それに、計画を達成した時に味わう高揚感は、計画に対する「遂行力」を育む。だから、「向上心を持つ」ということは何か特別の勉強しなければならないと大げさに考えることはなく、本気の目標を持ち、それを達成するための計画を立て、計画に沿って行動する。そして達成したときの高揚感をバネにする。これを繰り返すことが向上心を育むことになるのだ。
心得の2つ目は、販売員として「豊かな心を育むこと」である。販売員は見込み客にアプローチする時、値踏みされることは多々ある。しかしそれは話の内容だけで判断されるのではない。販売員の表面に現れる様々な情報で判断される。
誰でも最初のアプローチは緊張する。緊張すれば無意識に出るのが本人の人柄である。いくら取り繕っても見えてしまうのが人柄であり、この人柄こそが、心の豊かさの表れなのだ。緊張してなくても人は相手を判断するのに3分とかからないと言われているが、まさにその評価が人柄であり、心の豊かさの発露なのだ。
最初のアプローチで相手の思惑から外れてしまうことがあっても、次回も会ってもらえるチャンスを作ることができるのは人柄のおかげである。次に会うまでのの間に体制を立て直すことができる。人柄は新たなルートを開拓するにはなくてはならないものなのだ。
豊かな心を育むには、美的、知的、道徳的な教養を収めることなどのように、難しく考えるのではなく、営業活動をする中で販売員として豊かな心を育てることである。

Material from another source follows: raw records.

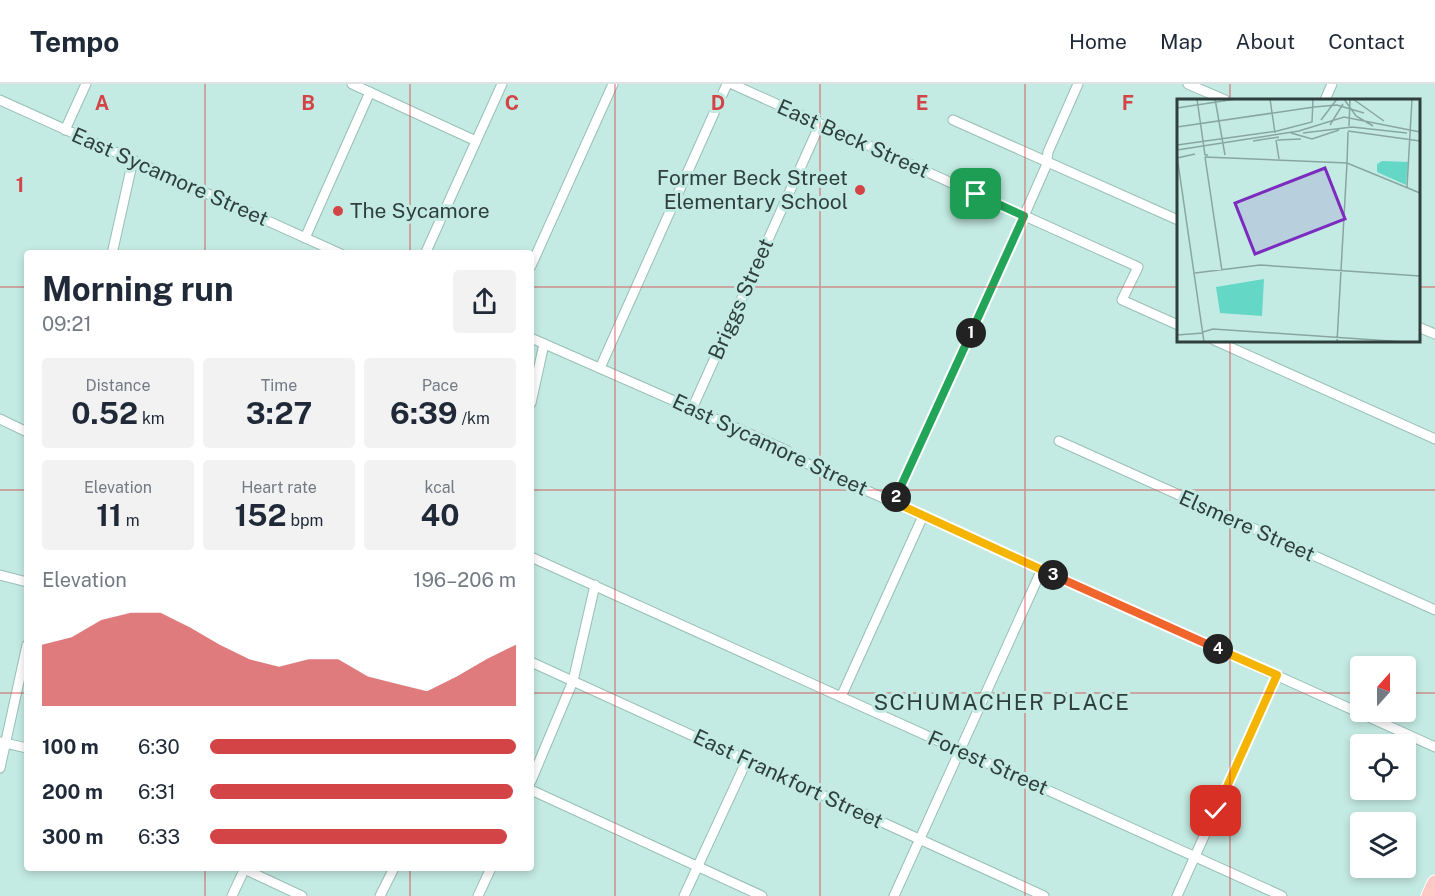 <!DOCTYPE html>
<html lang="en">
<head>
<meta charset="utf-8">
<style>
  :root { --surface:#fff; --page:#f2f2f3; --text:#1f2937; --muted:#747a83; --line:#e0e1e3; --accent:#d34447 }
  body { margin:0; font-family:"Public Sans",sans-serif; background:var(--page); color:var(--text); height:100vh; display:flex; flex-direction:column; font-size:22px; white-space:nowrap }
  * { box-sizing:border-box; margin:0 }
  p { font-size:20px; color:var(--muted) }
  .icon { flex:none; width:33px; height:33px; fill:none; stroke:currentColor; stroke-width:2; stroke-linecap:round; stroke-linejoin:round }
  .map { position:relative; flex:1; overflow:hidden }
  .details { position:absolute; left:24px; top:166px; width:510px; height:621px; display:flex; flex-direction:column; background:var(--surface); border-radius:6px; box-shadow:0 3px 9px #0003 }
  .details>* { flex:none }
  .needle { width:39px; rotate:21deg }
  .tools { position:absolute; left:1350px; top:572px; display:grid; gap:12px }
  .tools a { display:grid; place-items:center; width:66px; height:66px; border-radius:6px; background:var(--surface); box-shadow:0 3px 9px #0003; font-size:30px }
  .pin { position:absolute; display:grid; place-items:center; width:51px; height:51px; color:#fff; margin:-26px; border-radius:12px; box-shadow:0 3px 9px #0006 }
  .km { position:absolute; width:30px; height:30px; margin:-15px; border-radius:50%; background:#222; color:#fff; font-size:16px; line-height:30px; text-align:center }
  .round { display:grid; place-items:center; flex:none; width:63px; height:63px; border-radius:6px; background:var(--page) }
  .head { display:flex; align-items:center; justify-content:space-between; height:102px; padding:0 18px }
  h1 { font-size:33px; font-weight:700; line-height:45px }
  .figures { display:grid; grid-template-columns:repeat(3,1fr); gap:9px; height:102px; padding:6px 18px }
  .figures div { display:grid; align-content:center; border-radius:6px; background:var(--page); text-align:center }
  .figures b { font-size:30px; font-weight:700 }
  .figures small { font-size:16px; font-weight:400 }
  .figures p { font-size:16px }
  .chart { height:168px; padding:12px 18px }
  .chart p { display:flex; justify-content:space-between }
  .chart svg { width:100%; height:108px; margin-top:6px; fill:var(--accent); opacity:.7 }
  ul { padding:0 18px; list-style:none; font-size:20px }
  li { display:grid; grid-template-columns:96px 72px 1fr; align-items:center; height:45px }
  li i { height:15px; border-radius:8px; background:var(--accent) }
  header { display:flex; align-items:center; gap:36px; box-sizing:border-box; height:84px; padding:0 30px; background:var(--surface); border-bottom:2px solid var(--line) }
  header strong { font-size:28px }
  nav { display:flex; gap:33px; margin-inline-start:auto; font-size:21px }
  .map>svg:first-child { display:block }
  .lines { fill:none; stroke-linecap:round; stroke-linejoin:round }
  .minor-casing { stroke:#98beb6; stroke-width:11 }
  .primary-casing { stroke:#fff; stroke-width:17 }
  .minor { stroke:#fff; stroke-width:9 }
  .primary { stroke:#fdc7c4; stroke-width:15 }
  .split-1-casing { stroke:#fff; stroke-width:12 }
  .split-2-casing { stroke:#fff; stroke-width:12 }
  .split-3-casing { stroke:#fff; stroke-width:12 }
  .split-4-casing { stroke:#fff; stroke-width:12 }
  .split-5-casing { stroke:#fff; stroke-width:12 }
  .split-1 { stroke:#22a559; stroke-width:8 }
  .split-2 { stroke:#22a559; stroke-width:8 }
  .split-3 { stroke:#f5b400; stroke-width:8 }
  .split-4 { stroke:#f0652b; stroke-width:8 }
  .split-5 { stroke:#f5b400; stroke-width:8 }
  .grid { fill:none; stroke:#d34447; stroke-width:1.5; stroke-opacity:0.55 }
  .poi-dot { fill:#d34447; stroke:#c4ebe3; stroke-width:2 }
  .labels { text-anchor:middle; stroke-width:6; stroke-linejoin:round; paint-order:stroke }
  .street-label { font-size:21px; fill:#2f3f3c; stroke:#c4ebe3 }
  .poi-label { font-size:21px; fill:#2f3f3c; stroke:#c4ebe3; text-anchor:end }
  .neighbourhood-label { font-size:22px; letter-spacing:1.5px; fill:#2f3f3c; stroke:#c4ebe3 }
  .inset-road { fill:none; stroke:#88a6a0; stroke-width:1.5 }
  .view { fill:#7b2cbf; fill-opacity:0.15; stroke:#7b2cbf; stroke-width:3 }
  .inset-edge { fill:none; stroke:#2f3f3c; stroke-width:3 }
  .grid-label { font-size:20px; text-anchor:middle; font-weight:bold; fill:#d34447; stroke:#c4ebe3; stroke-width:6; stroke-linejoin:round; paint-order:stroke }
</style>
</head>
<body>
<header>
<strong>Tempo</strong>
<nav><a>Home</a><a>Map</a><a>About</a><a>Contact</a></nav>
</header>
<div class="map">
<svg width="1435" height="812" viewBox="0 0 1435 812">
  <rect width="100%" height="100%" fill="#c4ebe3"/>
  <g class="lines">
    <defs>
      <g id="minor">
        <polyline points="352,0 476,57"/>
        <polyline points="732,0 1138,183 1122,216 1178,241"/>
        <polyline points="1188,0 1225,16"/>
        <polyline points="0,16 341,170"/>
        <polyline points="1325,16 1332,0"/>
        <polyline points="953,36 1178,136"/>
        <polyline points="65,46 86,0"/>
        <polyline points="305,154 370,8"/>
        <polyline points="112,170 133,76"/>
        <polyline points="425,170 502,0"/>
        <polyline points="531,182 613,0"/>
        <polyline points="1418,243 1435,250"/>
        <polyline points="531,254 786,366 799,376 1435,663"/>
        <polyline points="1214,256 1435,355"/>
        <polyline points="600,284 727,0"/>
        <polyline points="531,319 544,260"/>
        <polyline points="692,325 820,40"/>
        <polyline points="0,335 27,348"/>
        <polyline points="1059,357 1435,526"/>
        <polyline points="894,418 1024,132 1046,82 1048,68 1078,0"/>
        <polyline points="531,473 1282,812"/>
        <polyline points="0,491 27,498"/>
        <polyline points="531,578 1044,812"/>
        <polyline points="841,613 923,432"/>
        <polyline points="0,658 27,664"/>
        <polyline points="0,684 27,561"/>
        <polyline points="531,697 573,597 595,501"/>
        <polyline points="531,706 762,812"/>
        <polyline points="242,784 302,812"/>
        <polyline points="232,812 245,784"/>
        <polyline points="380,812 394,784"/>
        <polyline points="478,812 491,784"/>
        <polyline points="684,812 747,676"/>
        <polyline points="894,812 1042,485"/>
        <polyline points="1177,812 1277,591"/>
      </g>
      <polyline id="primary" points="1429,812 1435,799"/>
    </defs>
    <use href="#minor" class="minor-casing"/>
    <use href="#primary" class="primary-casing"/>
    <use href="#minor" class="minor"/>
    <use href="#primary" class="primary"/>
  </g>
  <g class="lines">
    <defs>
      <polyline id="split-1" points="971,249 1024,132 976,110"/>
      <polyline id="split-2" points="896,413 971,249"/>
      <polyline id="split-3" points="896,413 894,418 1053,491"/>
      <polyline id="split-4" points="1053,491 1218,565"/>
      <polyline id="split-5" points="1216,727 1277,591 1218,565"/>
    </defs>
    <use href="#split-1" class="split-1-casing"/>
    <use href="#split-2" class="split-2-casing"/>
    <use href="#split-3" class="split-3-casing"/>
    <use href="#split-4" class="split-4-casing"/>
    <use href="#split-5" class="split-5-casing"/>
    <use href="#split-1" class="split-1"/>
    <use href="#split-2" class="split-2"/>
    <use href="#split-3" class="split-3"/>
    <use href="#split-4" class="split-4"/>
    <use href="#split-5" class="split-5"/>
  </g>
  <path class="grid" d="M205 0V170M410 0V170M615 0V812M820 0V812M1025 0V812M1230 0V16M0 203H27M531 203H1178M1418 203H1435M1230 256V812M0 406H27M531 406H1435M0 609H27M531 609H1360M1406 609H1435M205 784V812M410 784V812"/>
  <g class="poi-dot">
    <circle cx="860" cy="106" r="6"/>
    <circle cx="338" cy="127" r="6"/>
  </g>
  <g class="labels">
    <g class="street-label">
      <text transform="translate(853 55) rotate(24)" y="7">East Beck Street</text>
      <text transform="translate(170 93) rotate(24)" y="7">East Sycamore Street</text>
      <text transform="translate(741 215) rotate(-66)" y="7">Briggs Street</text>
      <text transform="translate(770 361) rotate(25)" y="7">East Sycamore Street</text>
      <text transform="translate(1247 442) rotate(24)" y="7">Elsmere Street</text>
      <text transform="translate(988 679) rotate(24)" y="7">Forest Street</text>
      <text transform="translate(788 695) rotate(25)" y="7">East Frankfort Street</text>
    </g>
    <g class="poi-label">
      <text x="848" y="101">Former Beck Street<tspan x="848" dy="24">Elementary School</tspan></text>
      <text x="350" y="134" text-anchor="start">The Sycamore</text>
    </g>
    <g class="neighbourhood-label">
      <text x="1002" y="626">SCHUMACHER PLACE</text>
    </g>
  </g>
  <g transform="translate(1177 15)">
    <rect width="243" height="243" fill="#c4ebe3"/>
    <path d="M205 62 231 63 229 86 200 73V65ZM87 180 85 217 43 214 39 188Z" fill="#64d7c6"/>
    <path class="inset-road" d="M20 0 28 56H31M38 0 48 56M93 0 98 34M167 0 179 17 196 27M176 0 207 22M137 8 160 6 187 14M0 9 59 0M144 21 160 0M153 26 166 5M172 27 173 0M0 28 137 8M100 32 135 23 136 0M171 32 243 42M114 34 135 40 162 31M126 34 175 28 230 34M99 41 102 60M100 41 124 40M76 42 102 38M0 46 100 32M0 51 122 32 167 18 243 33M0 57 27 243M28 58 45 172M28 58 170 64 243 94M0 59 18 55M170 64 171 33M230 88 235 0M18 174 83 166 243 177M26 233 36 230 228 243M0 236 26 234M160 243 170 64"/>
    <path class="view" d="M148 69 168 120 78 155 58 104Z"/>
    <rect width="243" height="243" class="inset-edge"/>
  </g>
  <g class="grid-label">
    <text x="102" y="26">A</text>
    <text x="308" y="26">B</text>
    <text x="512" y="26">C</text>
    <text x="718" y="26">D</text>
    <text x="922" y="26">E</text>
    <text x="1128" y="26">F</text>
    <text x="20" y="108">1</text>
  </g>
</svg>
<div class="tools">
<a><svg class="needle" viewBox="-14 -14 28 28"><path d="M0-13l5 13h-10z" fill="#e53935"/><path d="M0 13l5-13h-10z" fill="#747a83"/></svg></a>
<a><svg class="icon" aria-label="locate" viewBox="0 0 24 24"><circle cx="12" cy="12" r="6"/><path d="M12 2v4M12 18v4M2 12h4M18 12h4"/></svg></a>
<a><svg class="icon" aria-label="layers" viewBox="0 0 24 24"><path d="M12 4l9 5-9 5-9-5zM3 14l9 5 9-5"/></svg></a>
</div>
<div class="pin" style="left:976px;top:110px;background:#1e9e55"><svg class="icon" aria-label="arrive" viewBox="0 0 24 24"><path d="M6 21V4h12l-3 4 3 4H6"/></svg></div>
<div class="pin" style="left:1216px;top:727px;background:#d93025"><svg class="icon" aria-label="check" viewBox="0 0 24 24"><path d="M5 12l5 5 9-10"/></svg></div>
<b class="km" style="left:971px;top:249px">1</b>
<b class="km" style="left:896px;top:413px">2</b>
<b class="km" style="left:1053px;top:491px">3</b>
<b class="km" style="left:1218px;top:565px">4</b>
<section class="details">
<div class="head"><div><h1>Morning run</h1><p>09:21</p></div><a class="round"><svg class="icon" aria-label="share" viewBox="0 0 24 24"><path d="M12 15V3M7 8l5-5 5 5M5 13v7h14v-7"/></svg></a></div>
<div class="figures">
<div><p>Distance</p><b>0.52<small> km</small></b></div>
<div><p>Time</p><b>3:27</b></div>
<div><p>Pace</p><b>6:39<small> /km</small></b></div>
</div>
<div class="figures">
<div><p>Elevation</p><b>11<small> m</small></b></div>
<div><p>Heart rate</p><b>152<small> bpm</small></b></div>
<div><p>kcal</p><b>40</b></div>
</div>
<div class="chart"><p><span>Elevation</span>196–206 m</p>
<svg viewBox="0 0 160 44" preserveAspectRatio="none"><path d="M0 44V19L10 16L20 9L30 6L40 6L50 12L60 19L70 25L80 28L90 25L100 25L110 32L120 35L130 38L140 32L150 25L160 19V44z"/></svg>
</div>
<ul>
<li><b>100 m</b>6:30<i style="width:100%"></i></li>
<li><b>200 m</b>6:31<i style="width:99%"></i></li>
<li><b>300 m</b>6:33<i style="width:97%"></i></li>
</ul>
</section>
</div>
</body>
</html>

それは顧客から学び続ける「探究心」「好奇心」を持つことなのだ。顧客を知れば、尊敬もし、感動も顧客の心の立場に立てる。それが心の豊かさとして現れるのである。
心得の3つ目は、制御商品を扱う以上は「精緻なる論理をないがしろにしないこと」である。セールスエンジニアから商人としての販売員へ軸足を移すといっても、販売する商品の性質上、電気の基礎や制御技術の基礎知識は身に付け、メーカー研修や顧客からの案件を通じて、しっかり基礎を理解することが大事。難しい領域まで入らずとも、顧客に相槌を打てることが必要なのである。そのためにも電気の基礎知識や制御の基本知識はなくてはならない。